In the US: Recession fear is driving markets

US growth data is pointing to a slowing economy. The US ISM manufacturing PMI (Purchasing Managers’ Index) fell further into contractionary territory, reaching its lowest level in nearly three years, the ISM services PMI dropped to a three-month low, and the number of US job openings came in below expectations.

In Europe: Geopolitical uncertainty and weak growth

European markets may stay volatile in the short term, however, current market valuations are relatively appealing. Declining energy prices pushed Eurozone headline inflation lower this month; however, policymakers are focusing more on core inflation, which is proving stickier.

In Asia: Positive outlook driven by China’s re-opening

The manufacturing efficiency of China is overpowering the tension with the US as Tesla chose China to make its new and most sophisticated mega batteries, with plans to build the new battery factory in Shanghai. We note Airbus is also building a new jet factory in China. Overall, foreign capital is flooding again into China, underpinning the RMB and Chinese financial markets. Despite the recent turbulence within the US and European banking sectors, the impact on Asian banks has been relatively muted. The MSCI Asia ex-Japan Financials Index was down just 5% from peak to trough since the collapse of SVB, compared with double-digit declines in the US and Europe. Moreover, credit default swap (CDS) spreads in Asia did not widen to the same extent as they did in the US and Europe. We believe China’s counter-trend recovery should further support the region’s growth prospects.

Financial Markets:

Equity: Most equity markets recovered in March (S&P 500 +3.7%; EuroStoxx 50 +1.4%; HSCEI +5.9%) amid investor expectations that the rate hiking cycle could come to an end shortly. Fixed Income: The 10-year US yield lost 43bps to 3.49% with the 10-year German yield down 18bps to 2.28%, which contributed to the rebound of Emerging Market bonds (+1.1% in USD; +4.4% in local currencies) and High-Yield bonds in USD (+1.3%). Currencies: The USD lost ground to most major currencies in March: EUR +2.2%, CNY +1.0%, JPY +2.9%, CHF +2.5%. Commodities: Oil prices edged down 1.6%, while gold strongly rebounded (+9.4%), largely driven by US interest rate anticipations.
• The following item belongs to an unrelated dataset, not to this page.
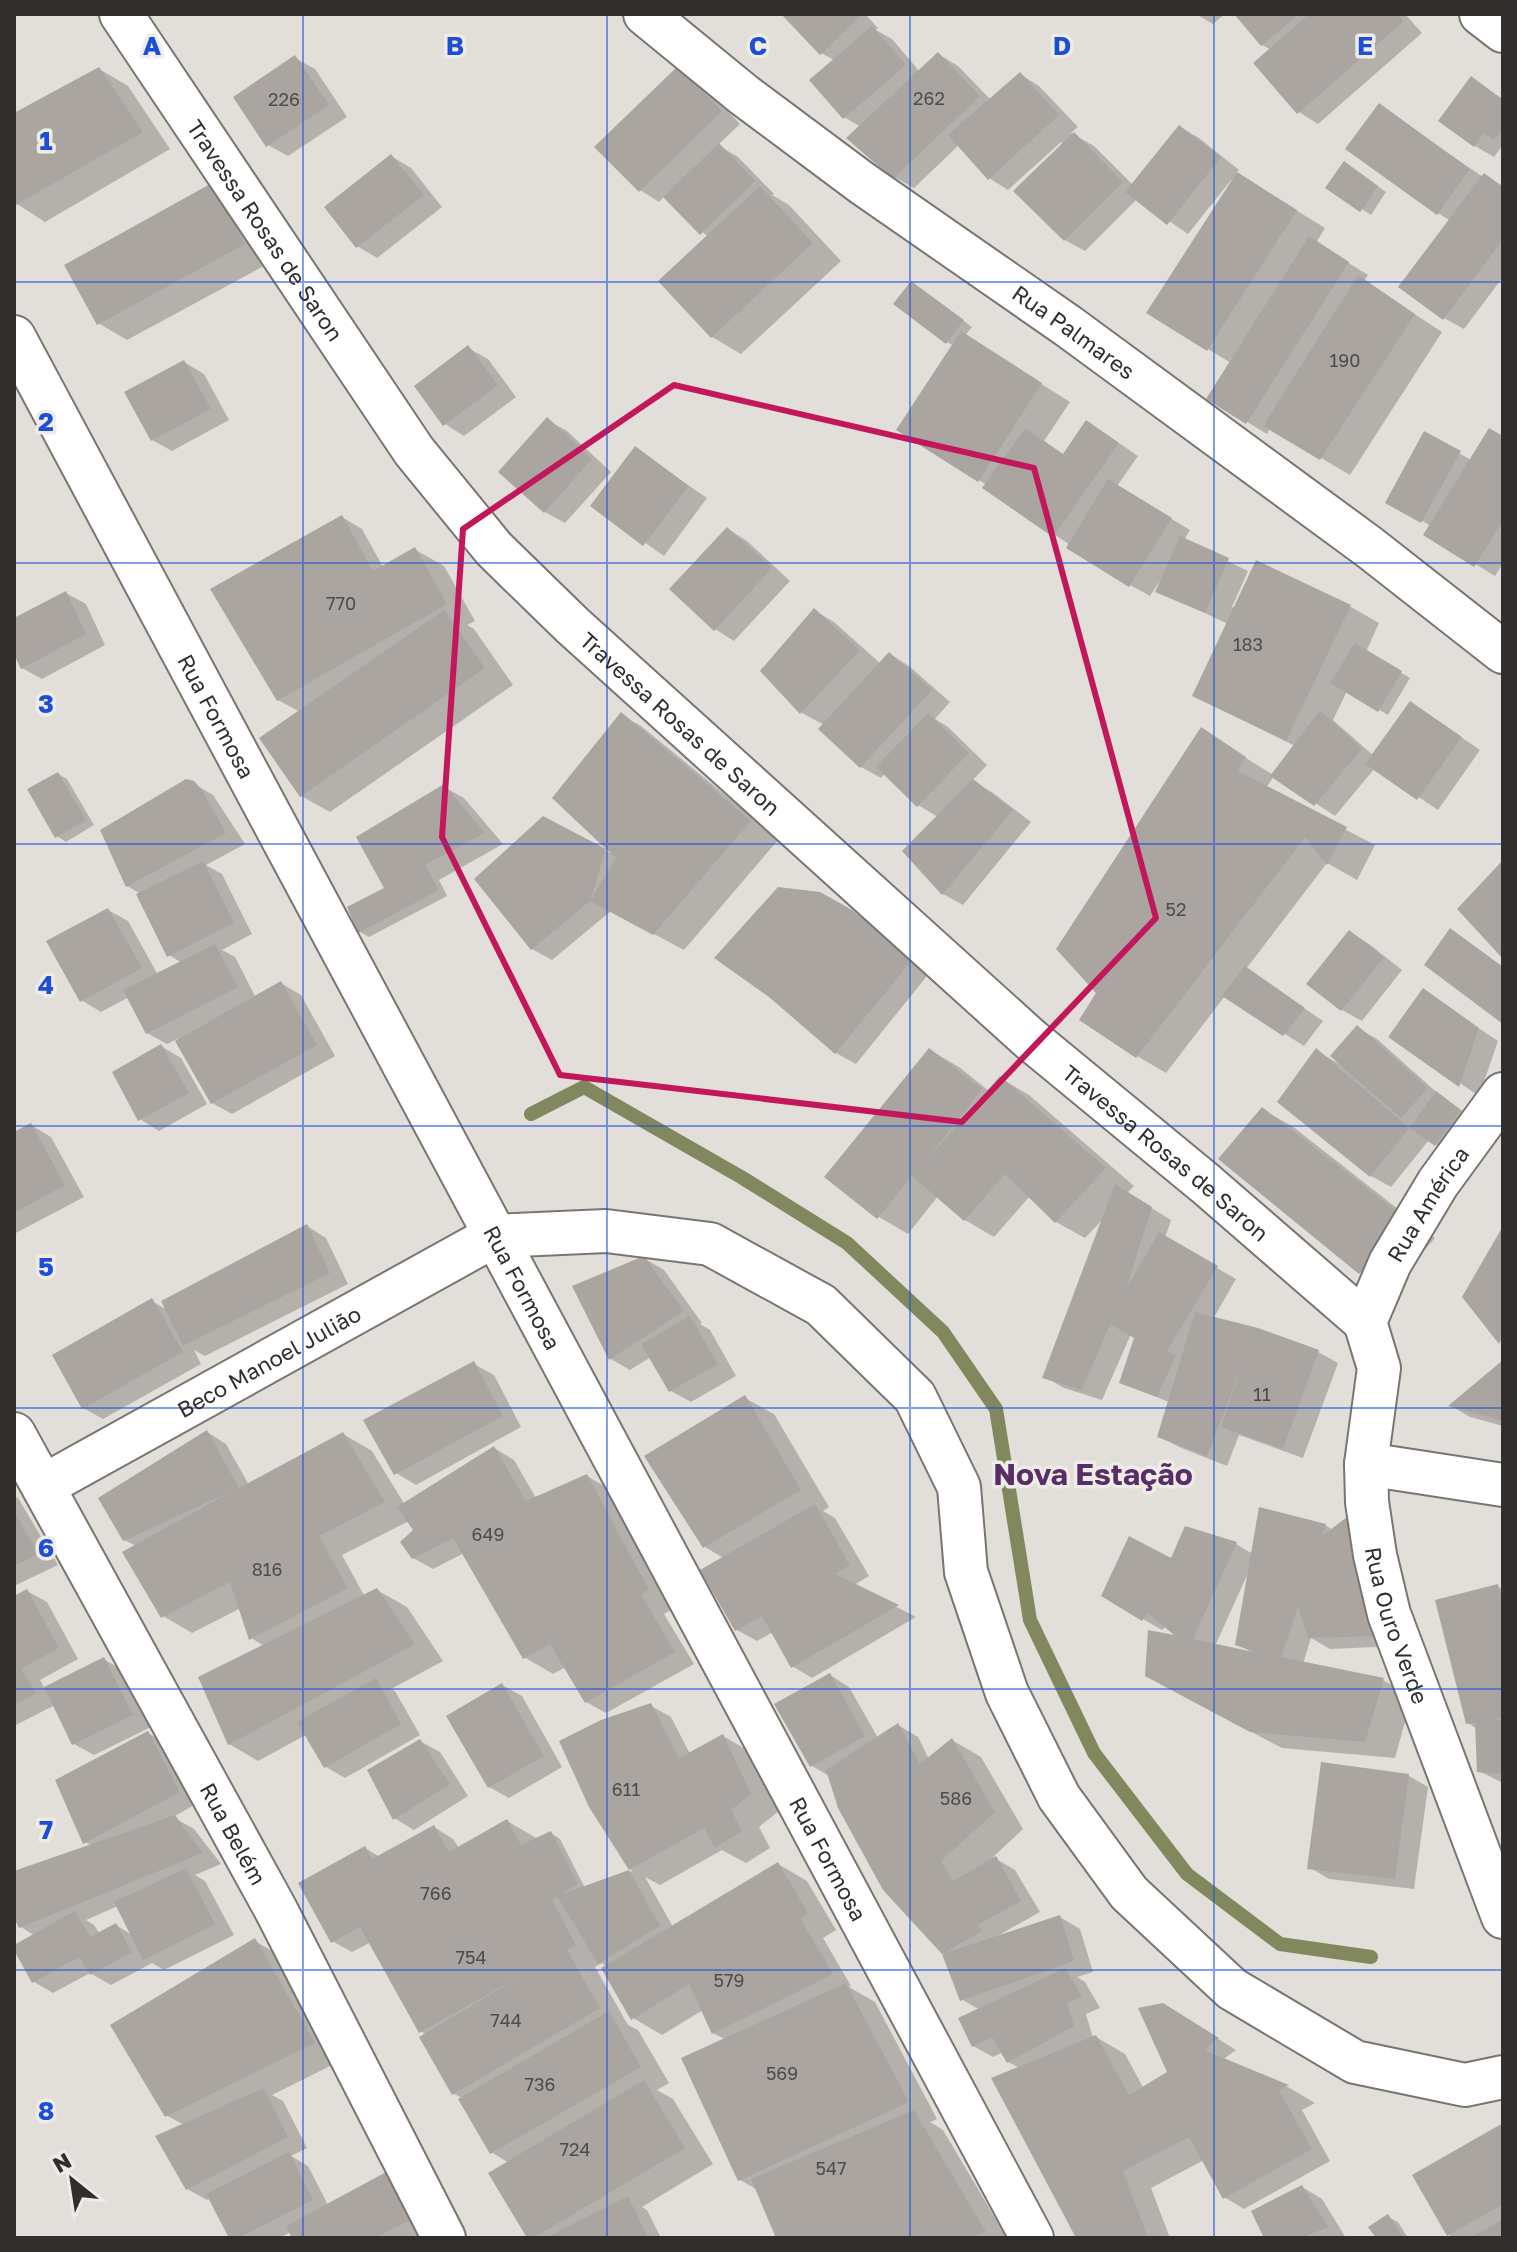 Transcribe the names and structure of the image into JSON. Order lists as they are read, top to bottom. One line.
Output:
{"streets":{"street":["Travessa Rosas de Saron","Rua Palmares","Rua Formosa","Rua América","Beco Manoel Julião","Rua Ouro Verde","Rua Belém"]},"crossings":[["Travessa Rosas de Saron","Rua América"],["Travessa Rosas de Saron","Rua Ouro Verde"],["Rua Formosa","Beco Manoel Julião"],["Rua América","Rua Ouro Verde"],["Beco Manoel Julião","Rua Belém"]],"districts":["Nova Estação"],"house_numbers":["262","226","190","770","183","52","11","649","816","611","586","766","754","579","744","569","736","724","547"],"north":"top left","grid":{"columns":["A","B","C","D","E"],"rows":["1","2","3","4","5","6","7","8"]}}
  • Equities: Benefitting from lower long-term interest rates

Global stocks returned 3.1% in March, for a quarterly gain of 7.3%. This reflects investors’ confidence that regulators have done enough to avert a banking crisis and that an end to central banks’ rate hikes is near. Following a strong start to the year, global equities lost traction in February amid a slower-than-expected moderation in inflation and, most recently, the increasing uncertainty around US regional banks and the potential impact of tightening credit and liquidity conditions on economic growth.

In the US, the outlook for US equities is challenged amid tighter financial conditions, declining corporate earnings, and relatively high valuations.

In the Eurozone, European bank shares declined 14% in March, their worst monthly loss since March 2020. At 12.5 price-to-forward-earnings (P/E), equities in Europe are historically inexpensive, and the 3.5% prospective dividend yield is attractive relative to the 2.3% yield on German 10-year bonds.

In China, the official manufacturing PMI beat consensus at 51.9 in March (vs 52.6 in February), well above the 50 threshold and confirming an ongoing recovery. The non-manufacturing PMI, which covers both services and construction, rose to 58.2, the highest in nearly 12 years. Services like retail, airline and transport, IT, and financials were in solid expansion, while the construction PMI accelerated to 65.6 (vs 60.2 previously).

  • Currencies: Driven by central bank interest rate anticipations

USD: Has resumed its secular decline

We believe the US dollar is set to weaken, as US growth and interest rate premiums relative to the rest of the world erode.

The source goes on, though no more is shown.